Check each line of the records below and collect those that include the word "横浜市立西が岡小学校".

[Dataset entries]
########

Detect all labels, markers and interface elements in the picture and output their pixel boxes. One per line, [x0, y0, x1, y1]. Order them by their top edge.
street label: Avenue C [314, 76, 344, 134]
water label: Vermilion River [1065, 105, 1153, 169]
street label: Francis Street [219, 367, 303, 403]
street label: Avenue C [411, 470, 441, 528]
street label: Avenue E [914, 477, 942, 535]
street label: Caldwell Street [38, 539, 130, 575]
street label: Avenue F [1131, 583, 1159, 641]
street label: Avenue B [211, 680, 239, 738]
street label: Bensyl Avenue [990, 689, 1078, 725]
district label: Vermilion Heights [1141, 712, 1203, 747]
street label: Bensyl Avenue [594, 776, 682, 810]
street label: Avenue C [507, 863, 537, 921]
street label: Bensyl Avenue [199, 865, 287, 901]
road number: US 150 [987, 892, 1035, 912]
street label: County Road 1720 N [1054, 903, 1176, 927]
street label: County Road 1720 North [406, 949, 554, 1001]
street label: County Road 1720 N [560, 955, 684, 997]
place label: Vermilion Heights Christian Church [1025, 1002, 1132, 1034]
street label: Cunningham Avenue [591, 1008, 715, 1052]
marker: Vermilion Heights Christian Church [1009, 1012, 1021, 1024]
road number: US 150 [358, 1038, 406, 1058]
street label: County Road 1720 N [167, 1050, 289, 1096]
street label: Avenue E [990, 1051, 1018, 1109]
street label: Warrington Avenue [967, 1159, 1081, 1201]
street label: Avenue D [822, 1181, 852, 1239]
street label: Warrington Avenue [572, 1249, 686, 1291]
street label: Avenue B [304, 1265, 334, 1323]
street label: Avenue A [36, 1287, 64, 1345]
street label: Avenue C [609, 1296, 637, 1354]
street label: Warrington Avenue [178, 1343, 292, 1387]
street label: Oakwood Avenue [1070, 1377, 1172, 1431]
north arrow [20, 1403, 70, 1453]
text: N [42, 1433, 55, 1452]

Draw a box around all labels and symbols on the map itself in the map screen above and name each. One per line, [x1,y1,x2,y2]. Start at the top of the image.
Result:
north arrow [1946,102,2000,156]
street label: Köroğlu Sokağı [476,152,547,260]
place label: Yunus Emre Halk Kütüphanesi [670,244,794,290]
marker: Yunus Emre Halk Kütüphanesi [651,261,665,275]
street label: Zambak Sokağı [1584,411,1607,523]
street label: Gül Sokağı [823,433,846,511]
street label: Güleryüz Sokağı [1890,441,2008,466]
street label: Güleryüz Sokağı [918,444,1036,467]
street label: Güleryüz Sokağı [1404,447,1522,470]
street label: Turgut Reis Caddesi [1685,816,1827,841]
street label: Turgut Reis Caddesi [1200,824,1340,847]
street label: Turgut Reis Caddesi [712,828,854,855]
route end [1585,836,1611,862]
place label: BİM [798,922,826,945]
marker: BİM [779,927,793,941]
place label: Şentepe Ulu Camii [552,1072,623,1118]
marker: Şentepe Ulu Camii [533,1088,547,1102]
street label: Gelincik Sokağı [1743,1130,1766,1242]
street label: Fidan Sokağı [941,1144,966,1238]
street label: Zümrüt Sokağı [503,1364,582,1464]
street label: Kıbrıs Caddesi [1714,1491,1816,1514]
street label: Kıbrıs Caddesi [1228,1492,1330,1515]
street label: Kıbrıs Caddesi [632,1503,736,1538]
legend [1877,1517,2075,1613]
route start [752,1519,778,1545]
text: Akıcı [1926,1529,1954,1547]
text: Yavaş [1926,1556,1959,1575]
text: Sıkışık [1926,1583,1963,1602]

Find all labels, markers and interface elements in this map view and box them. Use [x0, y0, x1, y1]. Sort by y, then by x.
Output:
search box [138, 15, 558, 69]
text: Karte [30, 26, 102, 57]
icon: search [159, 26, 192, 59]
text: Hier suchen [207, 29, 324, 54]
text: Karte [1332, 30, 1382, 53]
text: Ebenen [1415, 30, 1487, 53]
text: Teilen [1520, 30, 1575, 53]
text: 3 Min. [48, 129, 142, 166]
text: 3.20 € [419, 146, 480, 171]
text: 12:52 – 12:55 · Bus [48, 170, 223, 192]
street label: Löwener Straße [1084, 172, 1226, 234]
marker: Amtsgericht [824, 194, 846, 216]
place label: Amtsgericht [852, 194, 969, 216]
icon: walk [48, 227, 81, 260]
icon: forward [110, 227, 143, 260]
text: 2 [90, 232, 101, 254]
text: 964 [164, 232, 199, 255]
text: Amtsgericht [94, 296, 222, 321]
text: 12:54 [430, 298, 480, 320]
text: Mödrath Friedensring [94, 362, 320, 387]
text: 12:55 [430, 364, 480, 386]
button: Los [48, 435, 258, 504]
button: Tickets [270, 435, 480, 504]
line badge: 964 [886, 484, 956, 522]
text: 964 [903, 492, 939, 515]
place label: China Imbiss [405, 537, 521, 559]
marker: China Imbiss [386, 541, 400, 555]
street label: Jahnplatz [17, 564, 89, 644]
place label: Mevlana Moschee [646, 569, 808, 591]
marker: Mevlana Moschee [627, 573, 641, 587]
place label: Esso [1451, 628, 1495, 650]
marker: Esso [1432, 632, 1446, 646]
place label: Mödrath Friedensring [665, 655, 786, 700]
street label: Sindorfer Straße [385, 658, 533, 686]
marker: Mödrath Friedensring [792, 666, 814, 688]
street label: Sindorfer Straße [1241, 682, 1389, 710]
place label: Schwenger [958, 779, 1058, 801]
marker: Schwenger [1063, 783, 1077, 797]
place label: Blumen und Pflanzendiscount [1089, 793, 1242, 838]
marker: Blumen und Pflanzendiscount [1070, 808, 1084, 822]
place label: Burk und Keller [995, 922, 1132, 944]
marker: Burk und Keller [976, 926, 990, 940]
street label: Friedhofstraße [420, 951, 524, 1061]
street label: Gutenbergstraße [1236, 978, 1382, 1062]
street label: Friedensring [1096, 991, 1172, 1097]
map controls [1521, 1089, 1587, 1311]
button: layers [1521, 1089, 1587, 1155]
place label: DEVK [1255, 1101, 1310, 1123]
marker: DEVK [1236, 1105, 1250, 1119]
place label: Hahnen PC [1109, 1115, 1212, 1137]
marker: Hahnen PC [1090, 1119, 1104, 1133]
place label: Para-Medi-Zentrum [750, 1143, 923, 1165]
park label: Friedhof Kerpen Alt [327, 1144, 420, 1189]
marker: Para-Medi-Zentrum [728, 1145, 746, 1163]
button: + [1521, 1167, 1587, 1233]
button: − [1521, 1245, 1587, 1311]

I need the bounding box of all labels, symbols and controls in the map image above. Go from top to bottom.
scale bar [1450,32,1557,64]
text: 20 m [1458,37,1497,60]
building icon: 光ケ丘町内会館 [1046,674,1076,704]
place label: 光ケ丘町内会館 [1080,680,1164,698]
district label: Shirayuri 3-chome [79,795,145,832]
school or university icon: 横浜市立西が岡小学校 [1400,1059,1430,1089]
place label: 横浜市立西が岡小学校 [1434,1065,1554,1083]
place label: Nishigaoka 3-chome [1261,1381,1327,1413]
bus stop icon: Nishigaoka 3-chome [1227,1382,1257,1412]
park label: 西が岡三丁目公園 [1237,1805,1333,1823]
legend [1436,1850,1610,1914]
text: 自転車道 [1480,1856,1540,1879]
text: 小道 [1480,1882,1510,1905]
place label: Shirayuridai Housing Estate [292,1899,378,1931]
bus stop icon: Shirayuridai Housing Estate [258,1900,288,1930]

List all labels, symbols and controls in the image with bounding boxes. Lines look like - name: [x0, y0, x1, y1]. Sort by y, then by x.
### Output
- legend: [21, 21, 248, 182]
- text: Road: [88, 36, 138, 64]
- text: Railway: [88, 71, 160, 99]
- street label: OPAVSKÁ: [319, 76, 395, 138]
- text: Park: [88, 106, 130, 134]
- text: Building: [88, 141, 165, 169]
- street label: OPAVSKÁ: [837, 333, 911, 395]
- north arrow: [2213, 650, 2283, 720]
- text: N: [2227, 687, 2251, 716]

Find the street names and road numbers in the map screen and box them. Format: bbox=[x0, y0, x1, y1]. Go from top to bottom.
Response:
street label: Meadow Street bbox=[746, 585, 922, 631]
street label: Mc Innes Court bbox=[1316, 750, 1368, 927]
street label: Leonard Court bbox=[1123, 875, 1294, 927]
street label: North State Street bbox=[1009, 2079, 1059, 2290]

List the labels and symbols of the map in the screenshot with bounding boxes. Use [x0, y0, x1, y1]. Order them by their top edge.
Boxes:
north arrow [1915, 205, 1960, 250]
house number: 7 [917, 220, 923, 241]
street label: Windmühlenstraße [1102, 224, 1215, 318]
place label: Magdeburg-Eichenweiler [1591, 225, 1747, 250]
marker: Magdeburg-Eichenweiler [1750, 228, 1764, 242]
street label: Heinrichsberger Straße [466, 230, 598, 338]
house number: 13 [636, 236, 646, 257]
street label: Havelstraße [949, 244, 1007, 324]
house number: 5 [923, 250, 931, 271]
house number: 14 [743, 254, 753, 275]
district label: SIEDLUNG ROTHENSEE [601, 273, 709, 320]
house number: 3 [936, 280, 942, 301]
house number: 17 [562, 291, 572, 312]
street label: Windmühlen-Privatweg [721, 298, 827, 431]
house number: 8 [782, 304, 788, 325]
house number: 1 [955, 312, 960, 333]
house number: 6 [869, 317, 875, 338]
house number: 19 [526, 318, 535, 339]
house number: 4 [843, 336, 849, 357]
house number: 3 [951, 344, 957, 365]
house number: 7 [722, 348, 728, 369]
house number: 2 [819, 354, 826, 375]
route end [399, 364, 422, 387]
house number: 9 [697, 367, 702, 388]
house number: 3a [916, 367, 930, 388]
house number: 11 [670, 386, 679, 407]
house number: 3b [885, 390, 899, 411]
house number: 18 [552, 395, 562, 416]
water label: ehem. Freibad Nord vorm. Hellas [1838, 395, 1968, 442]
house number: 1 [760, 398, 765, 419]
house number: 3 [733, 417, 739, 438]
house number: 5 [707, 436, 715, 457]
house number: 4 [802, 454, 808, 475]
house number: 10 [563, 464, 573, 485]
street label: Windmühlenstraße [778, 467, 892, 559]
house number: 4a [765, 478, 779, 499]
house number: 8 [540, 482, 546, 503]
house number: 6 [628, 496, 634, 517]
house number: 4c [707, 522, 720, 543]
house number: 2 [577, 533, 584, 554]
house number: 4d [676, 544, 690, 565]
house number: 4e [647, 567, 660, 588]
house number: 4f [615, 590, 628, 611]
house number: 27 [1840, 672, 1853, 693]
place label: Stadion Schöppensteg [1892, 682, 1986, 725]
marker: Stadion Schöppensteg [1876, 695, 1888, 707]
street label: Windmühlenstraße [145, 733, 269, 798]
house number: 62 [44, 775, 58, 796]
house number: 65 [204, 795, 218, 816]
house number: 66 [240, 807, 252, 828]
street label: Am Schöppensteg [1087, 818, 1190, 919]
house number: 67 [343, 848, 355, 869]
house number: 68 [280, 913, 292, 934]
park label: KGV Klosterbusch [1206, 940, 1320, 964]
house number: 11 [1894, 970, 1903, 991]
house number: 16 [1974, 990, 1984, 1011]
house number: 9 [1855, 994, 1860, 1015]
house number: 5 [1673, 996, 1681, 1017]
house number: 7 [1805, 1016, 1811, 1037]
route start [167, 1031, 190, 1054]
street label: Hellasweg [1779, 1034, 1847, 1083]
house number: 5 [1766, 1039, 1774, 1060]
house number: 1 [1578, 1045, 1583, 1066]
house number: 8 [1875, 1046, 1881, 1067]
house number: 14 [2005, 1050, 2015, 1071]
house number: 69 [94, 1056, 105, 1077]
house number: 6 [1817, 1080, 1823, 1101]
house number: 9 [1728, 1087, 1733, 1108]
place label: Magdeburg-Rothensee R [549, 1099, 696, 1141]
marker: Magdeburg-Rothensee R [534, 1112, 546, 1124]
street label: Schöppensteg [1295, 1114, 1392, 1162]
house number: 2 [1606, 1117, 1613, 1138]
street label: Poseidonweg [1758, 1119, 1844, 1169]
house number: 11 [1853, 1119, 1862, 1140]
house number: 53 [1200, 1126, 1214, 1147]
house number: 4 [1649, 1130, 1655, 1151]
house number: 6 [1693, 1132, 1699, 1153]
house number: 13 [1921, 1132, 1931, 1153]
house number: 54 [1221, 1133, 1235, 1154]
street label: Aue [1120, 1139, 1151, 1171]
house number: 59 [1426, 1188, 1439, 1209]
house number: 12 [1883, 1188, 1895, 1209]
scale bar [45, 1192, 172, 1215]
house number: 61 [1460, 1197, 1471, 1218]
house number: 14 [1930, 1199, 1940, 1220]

########

**ANSWER AREA:**
school or university icon: 横浜市立西が岡小学校 [1400,1059,1430,1089]
place label: 横浜市立西が岡小学校 [1434,1065,1554,1083]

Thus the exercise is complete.